A jornalista mineira Renata Monti, radicada no Rio de Janeiro, aderiu à troca de casas (usou o homeforexchange.com) como forma econômica de viajar nas férias. Ela experimentou o intercâmbio de apartamentos com um francês, morador do bairro de Marais, em Paris, e ficou nada menos do que 23 dias hospedada na casa dele. Sem gastar nada. Em retorno, ele ficou na casa dela. "Diferentemente do hotel, o intercâmbio de casas promove uma vivência cultural. Por exemplo: enquanto eu e meu marido dávamos dicas de coisas legais e não tão turísticas para o francês, ele nos escreveu quase diariamente mandando ideias de onde ir, o que fazer." Depois da busca e do primeiro contato via site, ela marcou bate-papos pelo Skype com o médico francês para alinhas expectativas.
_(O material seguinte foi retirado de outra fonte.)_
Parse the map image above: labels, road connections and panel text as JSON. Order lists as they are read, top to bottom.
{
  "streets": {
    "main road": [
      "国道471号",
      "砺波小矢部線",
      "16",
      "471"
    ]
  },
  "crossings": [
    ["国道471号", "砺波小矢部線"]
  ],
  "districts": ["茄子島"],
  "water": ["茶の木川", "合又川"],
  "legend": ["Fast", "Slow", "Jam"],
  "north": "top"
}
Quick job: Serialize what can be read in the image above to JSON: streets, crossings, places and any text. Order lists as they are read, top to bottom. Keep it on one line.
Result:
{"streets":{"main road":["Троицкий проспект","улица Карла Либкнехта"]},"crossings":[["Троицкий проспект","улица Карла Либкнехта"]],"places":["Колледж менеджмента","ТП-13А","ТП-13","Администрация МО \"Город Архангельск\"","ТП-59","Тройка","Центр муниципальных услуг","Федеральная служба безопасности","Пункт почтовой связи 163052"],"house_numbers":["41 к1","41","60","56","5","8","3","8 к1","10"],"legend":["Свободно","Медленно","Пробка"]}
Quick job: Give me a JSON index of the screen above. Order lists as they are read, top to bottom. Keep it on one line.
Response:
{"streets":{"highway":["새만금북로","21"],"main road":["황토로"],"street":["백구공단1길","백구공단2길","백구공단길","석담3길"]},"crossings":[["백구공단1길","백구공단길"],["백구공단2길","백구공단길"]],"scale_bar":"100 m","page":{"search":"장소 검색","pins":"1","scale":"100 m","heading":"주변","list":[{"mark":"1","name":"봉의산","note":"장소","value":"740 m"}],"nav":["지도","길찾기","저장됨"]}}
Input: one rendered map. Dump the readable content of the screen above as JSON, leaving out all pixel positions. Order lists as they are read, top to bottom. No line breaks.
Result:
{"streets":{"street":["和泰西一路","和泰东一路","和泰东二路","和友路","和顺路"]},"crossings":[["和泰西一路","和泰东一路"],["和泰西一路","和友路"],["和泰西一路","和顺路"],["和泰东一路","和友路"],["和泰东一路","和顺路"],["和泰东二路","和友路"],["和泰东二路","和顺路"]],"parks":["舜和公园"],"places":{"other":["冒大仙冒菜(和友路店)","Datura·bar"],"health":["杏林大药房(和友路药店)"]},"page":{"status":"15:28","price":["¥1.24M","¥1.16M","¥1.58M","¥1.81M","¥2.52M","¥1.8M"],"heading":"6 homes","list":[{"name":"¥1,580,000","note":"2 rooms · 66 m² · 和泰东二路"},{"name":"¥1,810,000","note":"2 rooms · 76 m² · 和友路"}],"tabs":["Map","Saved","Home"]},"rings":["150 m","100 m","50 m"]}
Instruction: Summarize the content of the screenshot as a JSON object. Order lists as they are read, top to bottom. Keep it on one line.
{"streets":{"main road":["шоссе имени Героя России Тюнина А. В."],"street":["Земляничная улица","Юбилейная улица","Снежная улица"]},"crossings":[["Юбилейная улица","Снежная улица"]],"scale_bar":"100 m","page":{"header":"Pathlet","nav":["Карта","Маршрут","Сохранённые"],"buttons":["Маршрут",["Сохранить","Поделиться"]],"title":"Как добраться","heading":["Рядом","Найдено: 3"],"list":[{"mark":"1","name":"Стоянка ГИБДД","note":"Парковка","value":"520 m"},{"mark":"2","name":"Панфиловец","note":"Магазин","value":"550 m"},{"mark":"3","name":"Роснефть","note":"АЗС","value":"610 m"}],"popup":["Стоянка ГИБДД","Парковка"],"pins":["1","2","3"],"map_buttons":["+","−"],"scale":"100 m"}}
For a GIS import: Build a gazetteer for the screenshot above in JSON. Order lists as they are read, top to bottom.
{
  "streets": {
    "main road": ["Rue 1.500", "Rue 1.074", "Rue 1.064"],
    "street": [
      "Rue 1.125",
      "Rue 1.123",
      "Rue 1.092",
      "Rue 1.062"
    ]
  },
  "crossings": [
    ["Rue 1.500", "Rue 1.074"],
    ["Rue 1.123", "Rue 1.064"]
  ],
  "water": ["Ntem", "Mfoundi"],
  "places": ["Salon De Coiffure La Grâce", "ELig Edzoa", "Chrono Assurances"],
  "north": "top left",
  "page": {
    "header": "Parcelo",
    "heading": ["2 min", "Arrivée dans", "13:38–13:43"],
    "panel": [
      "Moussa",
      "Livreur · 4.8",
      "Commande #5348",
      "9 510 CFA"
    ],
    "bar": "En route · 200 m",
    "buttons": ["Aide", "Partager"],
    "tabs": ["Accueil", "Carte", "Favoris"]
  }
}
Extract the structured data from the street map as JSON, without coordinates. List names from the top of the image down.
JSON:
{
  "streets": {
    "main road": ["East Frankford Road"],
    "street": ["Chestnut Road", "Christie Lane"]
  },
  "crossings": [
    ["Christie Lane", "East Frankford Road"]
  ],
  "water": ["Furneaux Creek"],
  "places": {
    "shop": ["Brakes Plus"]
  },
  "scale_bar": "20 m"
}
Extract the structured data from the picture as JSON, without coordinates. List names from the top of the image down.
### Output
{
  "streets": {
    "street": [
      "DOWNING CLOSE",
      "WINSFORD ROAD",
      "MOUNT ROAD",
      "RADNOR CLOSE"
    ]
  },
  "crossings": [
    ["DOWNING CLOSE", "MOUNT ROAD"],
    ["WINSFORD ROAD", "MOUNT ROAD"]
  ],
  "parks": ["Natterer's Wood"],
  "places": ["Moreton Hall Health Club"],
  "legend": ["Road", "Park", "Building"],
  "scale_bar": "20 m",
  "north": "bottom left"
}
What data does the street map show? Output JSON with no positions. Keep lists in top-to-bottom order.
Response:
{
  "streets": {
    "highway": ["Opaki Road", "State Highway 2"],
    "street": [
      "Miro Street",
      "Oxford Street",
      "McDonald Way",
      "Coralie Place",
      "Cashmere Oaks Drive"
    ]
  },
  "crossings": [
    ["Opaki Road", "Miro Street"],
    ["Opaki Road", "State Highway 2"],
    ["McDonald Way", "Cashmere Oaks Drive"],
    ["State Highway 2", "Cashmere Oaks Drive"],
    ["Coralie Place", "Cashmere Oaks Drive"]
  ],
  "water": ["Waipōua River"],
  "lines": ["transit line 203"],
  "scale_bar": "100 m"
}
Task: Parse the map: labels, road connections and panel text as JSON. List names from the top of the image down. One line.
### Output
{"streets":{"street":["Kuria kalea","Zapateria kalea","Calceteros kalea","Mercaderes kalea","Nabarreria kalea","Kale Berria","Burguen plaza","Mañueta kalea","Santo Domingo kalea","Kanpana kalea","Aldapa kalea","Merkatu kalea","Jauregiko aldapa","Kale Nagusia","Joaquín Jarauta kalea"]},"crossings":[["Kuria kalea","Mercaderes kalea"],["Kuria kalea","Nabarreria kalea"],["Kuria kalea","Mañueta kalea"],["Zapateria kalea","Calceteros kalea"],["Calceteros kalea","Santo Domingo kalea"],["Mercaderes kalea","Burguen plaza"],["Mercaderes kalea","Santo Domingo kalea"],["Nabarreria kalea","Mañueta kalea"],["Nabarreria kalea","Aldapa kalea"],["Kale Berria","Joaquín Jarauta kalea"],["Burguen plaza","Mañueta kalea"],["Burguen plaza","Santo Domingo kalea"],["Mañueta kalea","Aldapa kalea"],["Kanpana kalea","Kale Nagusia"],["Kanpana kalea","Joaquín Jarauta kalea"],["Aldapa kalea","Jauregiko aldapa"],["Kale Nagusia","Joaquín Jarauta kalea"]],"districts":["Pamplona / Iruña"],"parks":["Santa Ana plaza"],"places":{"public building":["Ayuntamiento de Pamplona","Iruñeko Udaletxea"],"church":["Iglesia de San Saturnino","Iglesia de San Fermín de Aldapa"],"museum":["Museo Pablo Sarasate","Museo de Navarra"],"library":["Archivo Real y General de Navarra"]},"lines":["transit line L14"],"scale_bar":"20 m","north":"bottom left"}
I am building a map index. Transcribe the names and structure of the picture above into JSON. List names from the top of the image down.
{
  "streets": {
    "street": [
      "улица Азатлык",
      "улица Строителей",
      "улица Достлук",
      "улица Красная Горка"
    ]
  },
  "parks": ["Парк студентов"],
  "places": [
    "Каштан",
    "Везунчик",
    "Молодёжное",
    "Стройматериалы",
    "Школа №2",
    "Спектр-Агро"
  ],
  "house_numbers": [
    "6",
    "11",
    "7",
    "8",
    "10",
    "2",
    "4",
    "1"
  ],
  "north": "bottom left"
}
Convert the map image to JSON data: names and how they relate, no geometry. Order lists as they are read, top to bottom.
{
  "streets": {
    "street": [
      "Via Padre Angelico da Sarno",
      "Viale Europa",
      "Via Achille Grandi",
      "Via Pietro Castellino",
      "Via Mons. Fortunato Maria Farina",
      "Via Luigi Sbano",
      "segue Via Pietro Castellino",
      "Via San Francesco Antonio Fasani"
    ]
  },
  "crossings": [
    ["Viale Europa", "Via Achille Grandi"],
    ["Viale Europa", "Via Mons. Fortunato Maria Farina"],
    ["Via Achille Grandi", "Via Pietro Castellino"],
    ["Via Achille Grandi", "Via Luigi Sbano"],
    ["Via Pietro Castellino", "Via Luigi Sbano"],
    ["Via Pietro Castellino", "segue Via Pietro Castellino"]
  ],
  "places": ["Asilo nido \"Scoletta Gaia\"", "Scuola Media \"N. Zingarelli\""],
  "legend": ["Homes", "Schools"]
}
Ambos enviaram informações sobre o perfil de cada um, se fumavam, se tinham animal de estimação, se estavam dispostas a deixar o carro livre etc. "Mesmo assim fiquei nervosa ao sair de casa. A ideia de que a pessoa pode estragar tudo é apavorante. No entanto, quando cheguei na casa dele, vi que ele havia deixado coisas de valor à mostra e não teria por que fazer algo errado com a minha casa. "Aí foi só aproveitar a viagem. E tudo com uma economia estimada em 5 mil reais!



(texto publicado na revista Bons Fluídos edição 187 - outubro de 2014)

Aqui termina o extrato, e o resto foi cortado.